Take the material below and output exactly the run of lines from the one containing "761px,47px 771px,20px 870px,10px" down to the one containing "809px,882px 850px,862px 992px,787px", with both included.

Exercise input ->
§ §
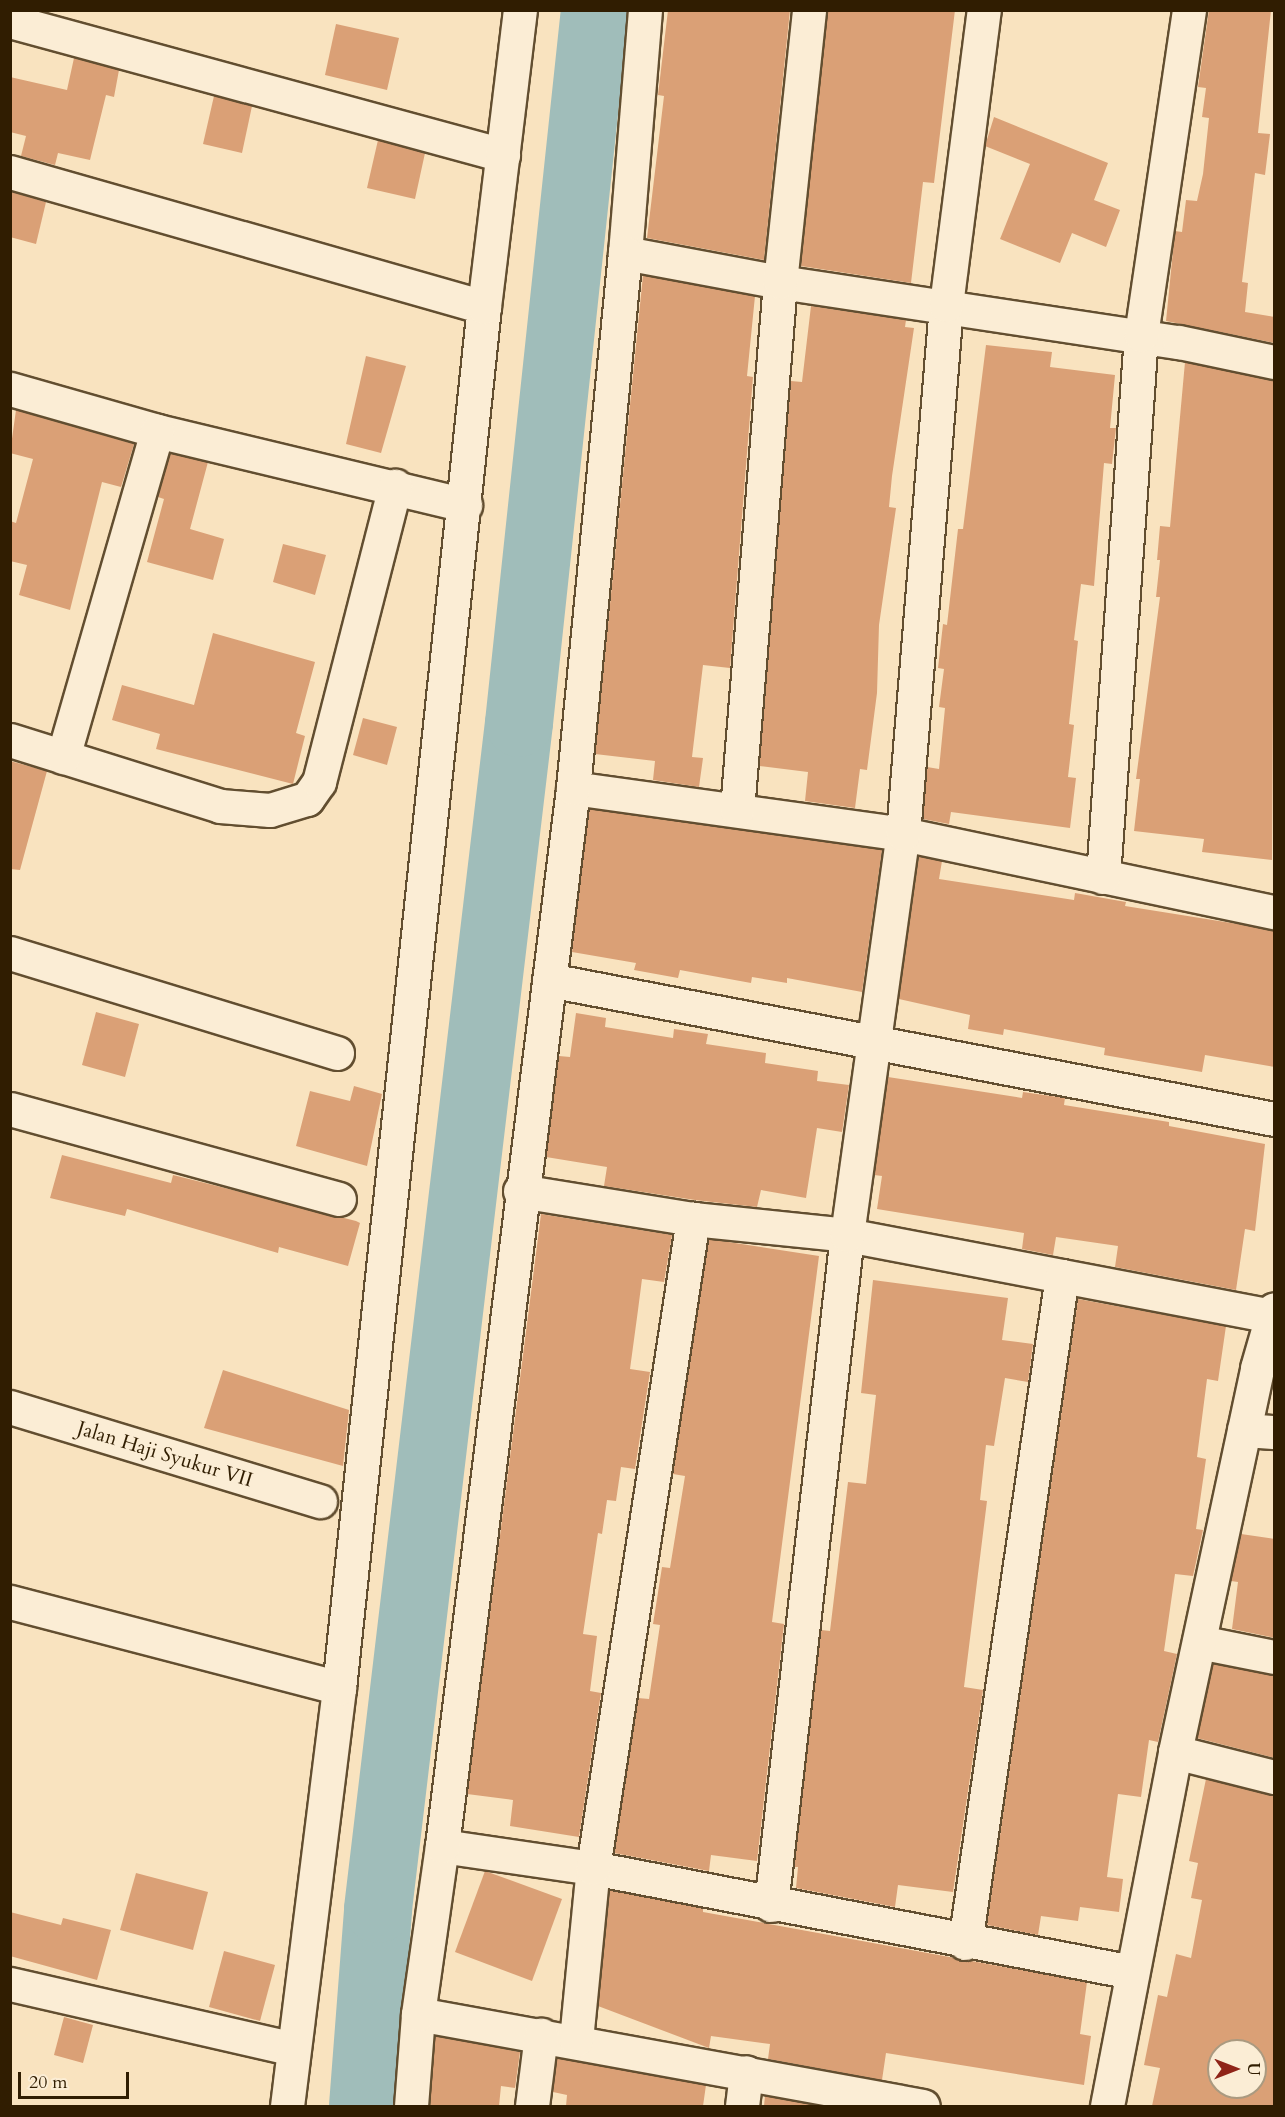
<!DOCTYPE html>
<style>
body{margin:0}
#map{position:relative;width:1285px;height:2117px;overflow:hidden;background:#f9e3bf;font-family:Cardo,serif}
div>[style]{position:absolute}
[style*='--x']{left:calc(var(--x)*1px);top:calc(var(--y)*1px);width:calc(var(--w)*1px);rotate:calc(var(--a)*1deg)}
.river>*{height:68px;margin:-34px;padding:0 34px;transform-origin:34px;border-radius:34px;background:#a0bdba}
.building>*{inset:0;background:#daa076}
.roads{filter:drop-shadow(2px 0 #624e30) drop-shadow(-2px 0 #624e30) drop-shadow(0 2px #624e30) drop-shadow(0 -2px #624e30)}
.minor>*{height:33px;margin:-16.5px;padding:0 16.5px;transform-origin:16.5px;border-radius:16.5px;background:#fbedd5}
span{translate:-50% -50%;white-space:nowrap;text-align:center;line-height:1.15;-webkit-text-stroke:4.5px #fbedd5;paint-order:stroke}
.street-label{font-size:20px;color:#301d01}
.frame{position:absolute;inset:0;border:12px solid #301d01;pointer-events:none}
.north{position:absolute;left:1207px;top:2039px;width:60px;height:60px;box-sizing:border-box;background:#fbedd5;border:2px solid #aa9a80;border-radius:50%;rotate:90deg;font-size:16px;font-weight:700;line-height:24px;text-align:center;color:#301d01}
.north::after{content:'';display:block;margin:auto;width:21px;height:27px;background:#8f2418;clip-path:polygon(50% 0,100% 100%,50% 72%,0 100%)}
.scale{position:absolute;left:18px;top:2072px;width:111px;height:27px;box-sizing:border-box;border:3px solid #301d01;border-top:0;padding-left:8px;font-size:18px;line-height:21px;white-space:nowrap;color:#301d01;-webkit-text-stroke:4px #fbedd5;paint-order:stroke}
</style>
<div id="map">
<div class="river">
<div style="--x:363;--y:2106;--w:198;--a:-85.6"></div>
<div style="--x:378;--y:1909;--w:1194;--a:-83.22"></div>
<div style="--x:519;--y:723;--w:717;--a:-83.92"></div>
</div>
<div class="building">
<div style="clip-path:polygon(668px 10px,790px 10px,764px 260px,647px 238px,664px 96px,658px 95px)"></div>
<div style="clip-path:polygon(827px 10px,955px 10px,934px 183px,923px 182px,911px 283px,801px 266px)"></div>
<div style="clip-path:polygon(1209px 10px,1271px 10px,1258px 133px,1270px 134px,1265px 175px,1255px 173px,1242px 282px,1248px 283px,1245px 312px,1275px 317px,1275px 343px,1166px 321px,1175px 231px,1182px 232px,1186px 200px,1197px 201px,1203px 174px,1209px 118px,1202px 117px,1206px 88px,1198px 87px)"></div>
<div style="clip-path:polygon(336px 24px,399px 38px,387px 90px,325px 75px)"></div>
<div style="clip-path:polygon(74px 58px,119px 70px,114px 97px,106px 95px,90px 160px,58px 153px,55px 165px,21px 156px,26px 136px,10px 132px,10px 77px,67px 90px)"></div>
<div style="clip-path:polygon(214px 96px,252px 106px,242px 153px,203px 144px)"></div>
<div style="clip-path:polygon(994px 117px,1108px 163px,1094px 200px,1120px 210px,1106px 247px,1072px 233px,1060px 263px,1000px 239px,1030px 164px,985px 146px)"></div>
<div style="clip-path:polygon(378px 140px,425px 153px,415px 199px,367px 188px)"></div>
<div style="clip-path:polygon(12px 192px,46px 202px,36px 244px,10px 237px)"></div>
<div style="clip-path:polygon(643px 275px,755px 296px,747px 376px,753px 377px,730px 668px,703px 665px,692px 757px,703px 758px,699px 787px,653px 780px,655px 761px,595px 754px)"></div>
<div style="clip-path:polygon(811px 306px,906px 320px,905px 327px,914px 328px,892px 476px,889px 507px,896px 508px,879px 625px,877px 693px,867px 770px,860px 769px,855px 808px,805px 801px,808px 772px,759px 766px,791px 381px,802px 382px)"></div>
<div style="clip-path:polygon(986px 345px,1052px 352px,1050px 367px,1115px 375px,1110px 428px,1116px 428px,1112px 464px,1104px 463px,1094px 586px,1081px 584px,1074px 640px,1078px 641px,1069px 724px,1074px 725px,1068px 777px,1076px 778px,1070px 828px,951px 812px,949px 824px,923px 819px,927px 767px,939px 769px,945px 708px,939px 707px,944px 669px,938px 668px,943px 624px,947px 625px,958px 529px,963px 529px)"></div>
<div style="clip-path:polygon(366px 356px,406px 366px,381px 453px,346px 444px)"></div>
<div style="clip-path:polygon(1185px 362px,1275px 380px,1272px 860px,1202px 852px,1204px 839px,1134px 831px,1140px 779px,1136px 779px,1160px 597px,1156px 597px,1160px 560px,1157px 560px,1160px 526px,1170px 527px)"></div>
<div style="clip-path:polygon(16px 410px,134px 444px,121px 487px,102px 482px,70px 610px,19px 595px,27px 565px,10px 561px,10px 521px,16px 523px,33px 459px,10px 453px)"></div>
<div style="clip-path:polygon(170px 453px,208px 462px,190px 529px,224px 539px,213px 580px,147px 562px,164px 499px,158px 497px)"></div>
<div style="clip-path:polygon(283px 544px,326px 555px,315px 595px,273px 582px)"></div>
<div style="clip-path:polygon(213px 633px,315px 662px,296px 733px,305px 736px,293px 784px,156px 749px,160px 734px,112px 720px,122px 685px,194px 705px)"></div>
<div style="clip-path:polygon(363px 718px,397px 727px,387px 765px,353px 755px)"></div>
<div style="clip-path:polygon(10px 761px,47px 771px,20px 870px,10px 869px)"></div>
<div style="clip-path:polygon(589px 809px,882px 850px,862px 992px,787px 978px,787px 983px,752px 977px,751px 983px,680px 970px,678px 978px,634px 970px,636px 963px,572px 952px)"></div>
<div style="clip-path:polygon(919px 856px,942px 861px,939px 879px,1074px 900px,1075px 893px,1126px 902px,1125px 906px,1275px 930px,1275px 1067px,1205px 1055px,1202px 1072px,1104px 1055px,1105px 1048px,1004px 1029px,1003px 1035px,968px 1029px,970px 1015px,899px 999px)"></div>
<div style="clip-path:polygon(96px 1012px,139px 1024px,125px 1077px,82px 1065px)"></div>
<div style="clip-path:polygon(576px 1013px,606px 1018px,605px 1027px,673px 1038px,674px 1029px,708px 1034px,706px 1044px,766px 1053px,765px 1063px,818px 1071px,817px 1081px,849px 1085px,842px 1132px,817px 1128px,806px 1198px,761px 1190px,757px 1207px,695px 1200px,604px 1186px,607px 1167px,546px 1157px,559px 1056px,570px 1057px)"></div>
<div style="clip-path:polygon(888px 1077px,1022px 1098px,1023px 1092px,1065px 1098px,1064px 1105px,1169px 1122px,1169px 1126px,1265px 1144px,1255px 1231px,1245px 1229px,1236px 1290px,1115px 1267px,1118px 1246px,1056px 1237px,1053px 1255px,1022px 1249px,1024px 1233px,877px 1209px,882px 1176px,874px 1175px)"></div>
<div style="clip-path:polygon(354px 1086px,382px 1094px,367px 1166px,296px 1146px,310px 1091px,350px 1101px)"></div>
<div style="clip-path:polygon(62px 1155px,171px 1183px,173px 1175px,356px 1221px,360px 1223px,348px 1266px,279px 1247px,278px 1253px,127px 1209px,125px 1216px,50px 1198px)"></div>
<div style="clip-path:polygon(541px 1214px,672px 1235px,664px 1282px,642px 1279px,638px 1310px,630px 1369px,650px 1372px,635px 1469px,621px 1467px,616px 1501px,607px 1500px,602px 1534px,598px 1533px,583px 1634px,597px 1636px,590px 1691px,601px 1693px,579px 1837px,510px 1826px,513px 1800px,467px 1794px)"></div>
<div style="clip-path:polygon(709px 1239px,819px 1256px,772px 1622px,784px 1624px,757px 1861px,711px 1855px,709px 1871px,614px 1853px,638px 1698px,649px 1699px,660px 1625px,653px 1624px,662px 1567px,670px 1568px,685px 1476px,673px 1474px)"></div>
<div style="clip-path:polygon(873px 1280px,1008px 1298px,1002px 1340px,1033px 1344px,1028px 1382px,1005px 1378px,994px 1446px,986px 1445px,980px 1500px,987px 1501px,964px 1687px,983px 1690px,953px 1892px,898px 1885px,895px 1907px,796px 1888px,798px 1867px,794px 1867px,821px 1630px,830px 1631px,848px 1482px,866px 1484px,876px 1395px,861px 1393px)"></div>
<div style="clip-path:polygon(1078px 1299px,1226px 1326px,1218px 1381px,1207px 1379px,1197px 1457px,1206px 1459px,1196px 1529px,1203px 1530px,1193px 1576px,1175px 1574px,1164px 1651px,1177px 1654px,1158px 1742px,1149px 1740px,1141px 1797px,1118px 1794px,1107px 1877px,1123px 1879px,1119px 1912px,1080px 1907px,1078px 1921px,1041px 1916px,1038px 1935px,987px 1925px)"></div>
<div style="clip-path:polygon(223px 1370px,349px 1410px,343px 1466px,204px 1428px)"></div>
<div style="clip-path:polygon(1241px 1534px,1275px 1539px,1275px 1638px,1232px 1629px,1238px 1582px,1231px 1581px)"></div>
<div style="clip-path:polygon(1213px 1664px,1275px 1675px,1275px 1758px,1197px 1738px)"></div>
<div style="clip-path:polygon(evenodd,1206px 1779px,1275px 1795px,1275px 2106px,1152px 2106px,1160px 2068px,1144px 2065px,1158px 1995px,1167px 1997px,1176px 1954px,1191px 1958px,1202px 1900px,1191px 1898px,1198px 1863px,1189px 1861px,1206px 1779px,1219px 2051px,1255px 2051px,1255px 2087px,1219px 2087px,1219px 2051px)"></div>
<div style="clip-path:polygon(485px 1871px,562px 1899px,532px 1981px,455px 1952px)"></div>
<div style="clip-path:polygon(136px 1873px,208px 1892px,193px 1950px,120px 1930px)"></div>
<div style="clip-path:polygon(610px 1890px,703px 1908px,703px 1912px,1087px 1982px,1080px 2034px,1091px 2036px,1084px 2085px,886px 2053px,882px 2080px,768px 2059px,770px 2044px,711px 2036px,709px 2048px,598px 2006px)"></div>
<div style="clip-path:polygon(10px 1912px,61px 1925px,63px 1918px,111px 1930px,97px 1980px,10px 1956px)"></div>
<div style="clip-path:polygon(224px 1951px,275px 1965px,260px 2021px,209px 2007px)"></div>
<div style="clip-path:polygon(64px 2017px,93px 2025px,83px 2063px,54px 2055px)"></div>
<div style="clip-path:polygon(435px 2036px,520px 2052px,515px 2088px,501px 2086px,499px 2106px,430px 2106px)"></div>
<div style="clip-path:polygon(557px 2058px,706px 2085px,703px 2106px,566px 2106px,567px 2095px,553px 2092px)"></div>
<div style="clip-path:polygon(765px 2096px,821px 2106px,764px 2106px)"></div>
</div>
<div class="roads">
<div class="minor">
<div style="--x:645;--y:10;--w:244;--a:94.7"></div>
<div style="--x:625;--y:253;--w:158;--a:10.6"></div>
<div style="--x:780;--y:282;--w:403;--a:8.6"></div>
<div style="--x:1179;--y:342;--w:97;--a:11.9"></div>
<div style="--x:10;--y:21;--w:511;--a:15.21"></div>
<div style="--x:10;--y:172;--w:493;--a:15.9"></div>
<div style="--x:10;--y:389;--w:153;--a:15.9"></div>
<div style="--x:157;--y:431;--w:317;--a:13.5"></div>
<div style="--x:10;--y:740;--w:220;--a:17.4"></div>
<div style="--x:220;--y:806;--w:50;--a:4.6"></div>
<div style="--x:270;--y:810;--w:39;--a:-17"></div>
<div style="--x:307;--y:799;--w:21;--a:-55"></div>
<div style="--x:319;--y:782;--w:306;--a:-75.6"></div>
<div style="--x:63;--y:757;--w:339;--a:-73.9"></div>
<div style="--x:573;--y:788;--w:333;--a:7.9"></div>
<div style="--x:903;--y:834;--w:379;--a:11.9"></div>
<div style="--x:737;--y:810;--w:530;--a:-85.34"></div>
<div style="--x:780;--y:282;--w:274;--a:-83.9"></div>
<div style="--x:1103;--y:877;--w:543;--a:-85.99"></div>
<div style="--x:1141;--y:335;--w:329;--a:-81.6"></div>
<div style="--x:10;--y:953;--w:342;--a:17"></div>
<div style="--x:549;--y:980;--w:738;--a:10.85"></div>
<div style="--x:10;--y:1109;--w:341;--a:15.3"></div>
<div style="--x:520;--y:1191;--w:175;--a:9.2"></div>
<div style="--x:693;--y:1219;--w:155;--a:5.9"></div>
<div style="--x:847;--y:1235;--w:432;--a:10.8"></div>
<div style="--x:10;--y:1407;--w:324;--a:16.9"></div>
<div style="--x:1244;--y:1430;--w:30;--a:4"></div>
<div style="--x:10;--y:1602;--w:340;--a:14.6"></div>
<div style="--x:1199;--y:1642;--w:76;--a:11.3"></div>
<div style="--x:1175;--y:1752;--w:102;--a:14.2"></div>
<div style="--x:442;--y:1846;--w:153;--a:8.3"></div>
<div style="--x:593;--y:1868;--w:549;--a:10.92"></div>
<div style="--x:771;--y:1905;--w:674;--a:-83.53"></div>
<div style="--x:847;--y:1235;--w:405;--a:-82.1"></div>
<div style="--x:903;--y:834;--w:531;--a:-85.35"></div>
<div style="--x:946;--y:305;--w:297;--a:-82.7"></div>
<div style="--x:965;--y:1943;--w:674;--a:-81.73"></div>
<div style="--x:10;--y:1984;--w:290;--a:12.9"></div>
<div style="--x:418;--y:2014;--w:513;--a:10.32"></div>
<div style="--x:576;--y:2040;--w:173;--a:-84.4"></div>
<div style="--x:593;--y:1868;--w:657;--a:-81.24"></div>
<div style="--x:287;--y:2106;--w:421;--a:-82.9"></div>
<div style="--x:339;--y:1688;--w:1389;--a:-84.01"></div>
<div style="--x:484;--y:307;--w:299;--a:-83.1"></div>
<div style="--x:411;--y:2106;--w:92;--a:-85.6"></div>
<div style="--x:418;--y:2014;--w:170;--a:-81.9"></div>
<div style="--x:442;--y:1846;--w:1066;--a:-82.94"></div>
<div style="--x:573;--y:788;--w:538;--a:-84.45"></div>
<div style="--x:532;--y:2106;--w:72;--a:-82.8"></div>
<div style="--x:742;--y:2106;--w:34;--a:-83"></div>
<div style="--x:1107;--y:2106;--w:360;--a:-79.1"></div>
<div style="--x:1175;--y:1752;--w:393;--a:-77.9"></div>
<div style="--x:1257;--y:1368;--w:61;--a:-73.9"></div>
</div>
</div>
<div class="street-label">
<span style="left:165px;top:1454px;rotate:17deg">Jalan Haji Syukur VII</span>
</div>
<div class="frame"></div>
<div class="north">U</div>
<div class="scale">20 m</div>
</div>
§ §
Response to this task ->
<div style="clip-path:polygon(10px 761px,47px 771px,20px 870px,10px 869px)"></div>
<div style="clip-path:polygon(589px 809px,882px 850px,862px 992px,787px 978px,787px 983px,752px 977px,751px 983px,680px 970px,678px 978px,634px 970px,636px 963px,572px 952px)"></div>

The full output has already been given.